WORK INSTRUCTION:
Nothing in the records should change; write them all out exactly.

SOURCE DATA:
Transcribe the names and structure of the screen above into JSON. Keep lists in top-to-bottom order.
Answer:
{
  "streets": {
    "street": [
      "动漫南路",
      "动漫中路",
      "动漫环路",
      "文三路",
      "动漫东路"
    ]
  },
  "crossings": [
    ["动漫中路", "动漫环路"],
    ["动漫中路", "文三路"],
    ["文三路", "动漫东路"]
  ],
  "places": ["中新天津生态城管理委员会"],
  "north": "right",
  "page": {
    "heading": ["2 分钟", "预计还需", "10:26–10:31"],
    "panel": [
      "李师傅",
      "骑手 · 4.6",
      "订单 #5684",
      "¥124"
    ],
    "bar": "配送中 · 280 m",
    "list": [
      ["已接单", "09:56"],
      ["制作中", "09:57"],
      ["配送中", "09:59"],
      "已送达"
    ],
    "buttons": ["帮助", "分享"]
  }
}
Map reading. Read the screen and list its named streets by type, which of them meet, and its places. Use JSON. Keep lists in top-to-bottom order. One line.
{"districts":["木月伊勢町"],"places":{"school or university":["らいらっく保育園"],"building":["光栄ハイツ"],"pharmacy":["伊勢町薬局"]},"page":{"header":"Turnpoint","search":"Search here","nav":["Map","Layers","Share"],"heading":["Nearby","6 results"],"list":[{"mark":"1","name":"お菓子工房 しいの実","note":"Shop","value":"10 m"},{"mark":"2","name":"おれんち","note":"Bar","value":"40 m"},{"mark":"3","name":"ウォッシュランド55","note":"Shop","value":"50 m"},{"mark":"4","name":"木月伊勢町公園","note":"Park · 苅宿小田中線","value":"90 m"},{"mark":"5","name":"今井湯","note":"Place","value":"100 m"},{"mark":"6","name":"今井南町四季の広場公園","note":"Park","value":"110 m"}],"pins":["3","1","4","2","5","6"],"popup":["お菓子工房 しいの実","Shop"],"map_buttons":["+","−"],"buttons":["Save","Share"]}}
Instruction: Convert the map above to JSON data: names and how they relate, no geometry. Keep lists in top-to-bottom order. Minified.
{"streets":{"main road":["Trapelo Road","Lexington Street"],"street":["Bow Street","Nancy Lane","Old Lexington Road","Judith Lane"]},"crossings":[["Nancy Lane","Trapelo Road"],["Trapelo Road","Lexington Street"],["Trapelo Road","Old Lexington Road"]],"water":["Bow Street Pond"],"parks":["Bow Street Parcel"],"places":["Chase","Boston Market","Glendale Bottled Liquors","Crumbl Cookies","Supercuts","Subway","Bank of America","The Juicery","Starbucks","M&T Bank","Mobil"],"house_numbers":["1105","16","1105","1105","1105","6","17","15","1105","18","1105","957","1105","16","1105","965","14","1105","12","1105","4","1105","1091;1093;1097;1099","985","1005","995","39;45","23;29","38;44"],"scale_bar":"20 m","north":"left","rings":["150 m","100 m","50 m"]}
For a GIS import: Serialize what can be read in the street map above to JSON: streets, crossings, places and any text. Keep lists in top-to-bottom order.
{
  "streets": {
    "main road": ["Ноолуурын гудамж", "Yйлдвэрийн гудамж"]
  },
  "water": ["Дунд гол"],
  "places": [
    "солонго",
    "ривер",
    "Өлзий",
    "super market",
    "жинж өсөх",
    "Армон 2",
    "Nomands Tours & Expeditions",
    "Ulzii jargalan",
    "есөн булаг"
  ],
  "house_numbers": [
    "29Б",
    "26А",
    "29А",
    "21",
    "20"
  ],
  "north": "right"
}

ANSWER SPACE:
Transcribe the names and structure of the screen above into JSON. Keep lists in top-to-bottom order.
Answer:
{
  "streets": {
    "street": [
      "动漫南路",
      "动漫中路",
      "动漫环路",
      "文三路",
      "动漫东路"
    ]
  },
  "crossings": [
    ["动漫中路", "动漫环路"],
    ["动漫中路", "文三路"],
    ["文三路", "动漫东路"]
  ],
  "places": ["中新天津生态城管理委员会"],
  "north": "right",
  "page": {
    "heading": ["2 分钟", "预计还需", "10:26–10:31"],
    "panel": [
      "李师傅",
      "骑手 · 4.6",
      "订单 #5684",
      "¥124"
    ],
    "bar": "配送中 · 280 m",
    "list": [
      ["已接单", "09:56"],
      ["制作中", "09:57"],
      ["配送中", "09:59"],
      "已送达"
    ],
    "buttons": ["帮助", "分享"]
  }
}
Map reading. Read the screen and list its named streets by type, which of them meet, and its places. Use JSON. Keep lists in top-to-bottom order. One line.
{"districts":["木月伊勢町"],"places":{"school or university":["らいらっく保育園"],"building":["光栄ハイツ"],"pharmacy":["伊勢町薬局"]},"page":{"header":"Turnpoint","search":"Search here","nav":["Map","Layers","Share"],"heading":["Nearby","6 results"],"list":[{"mark":"1","name":"お菓子工房 しいの実","note":"Shop","value":"10 m"},{"mark":"2","name":"おれんち","note":"Bar","value":"40 m"},{"mark":"3","name":"ウォッシュランド55","note":"Shop","value":"50 m"},{"mark":"4","name":"木月伊勢町公園","note":"Park · 苅宿小田中線","value":"90 m"},{"mark":"5","name":"今井湯","note":"Place","value":"100 m"},{"mark":"6","name":"今井南町四季の広場公園","note":"Park","value":"110 m"}],"pins":["3","1","4","2","5","6"],"popup":["お菓子工房 しいの実","Shop"],"map_buttons":["+","−"],"buttons":["Save","Share"]}}
Instruction: Convert the map above to JSON data: names and how they relate, no geometry. Keep lists in top-to-bottom order. Minified.
{"streets":{"main road":["Trapelo Road","Lexington Street"],"street":["Bow Street","Nancy Lane","Old Lexington Road","Judith Lane"]},"crossings":[["Nancy Lane","Trapelo Road"],["Trapelo Road","Lexington Street"],["Trapelo Road","Old Lexington Road"]],"water":["Bow Street Pond"],"parks":["Bow Street Parcel"],"places":["Chase","Boston Market","Glendale Bottled Liquors","Crumbl Cookies","Supercuts","Subway","Bank of America","The Juicery","Starbucks","M&T Bank","Mobil"],"house_numbers":["1105","16","1105","1105","1105","6","17","15","1105","18","1105","957","1105","16","1105","965","14","1105","12","1105","4","1105","1091;1093;1097;1099","985","1005","995","39;45","23;29","38;44"],"scale_bar":"20 m","north":"left","rings":["150 m","100 m","50 m"]}
For a GIS import: Serialize what can be read in the street map above to JSON: streets, crossings, places and any text. Keep lists in top-to-bottom order.
{
  "streets": {
    "main road": ["Ноолуурын гудамж", "Yйлдвэрийн гудамж"]
  },
  "water": ["Дунд гол"],
  "places": [
    "солонго",
    "ривер",
    "Өлзий",
    "super market",
    "жинж өсөх",
    "Армон 2",
    "Nomands Tours & Expeditions",
    "Ulzii jargalan",
    "есөн булаг"
  ],
  "house_numbers": [
    "29Б",
    "26А",
    "29А",
    "21",
    "20"
  ],
  "north": "right"
}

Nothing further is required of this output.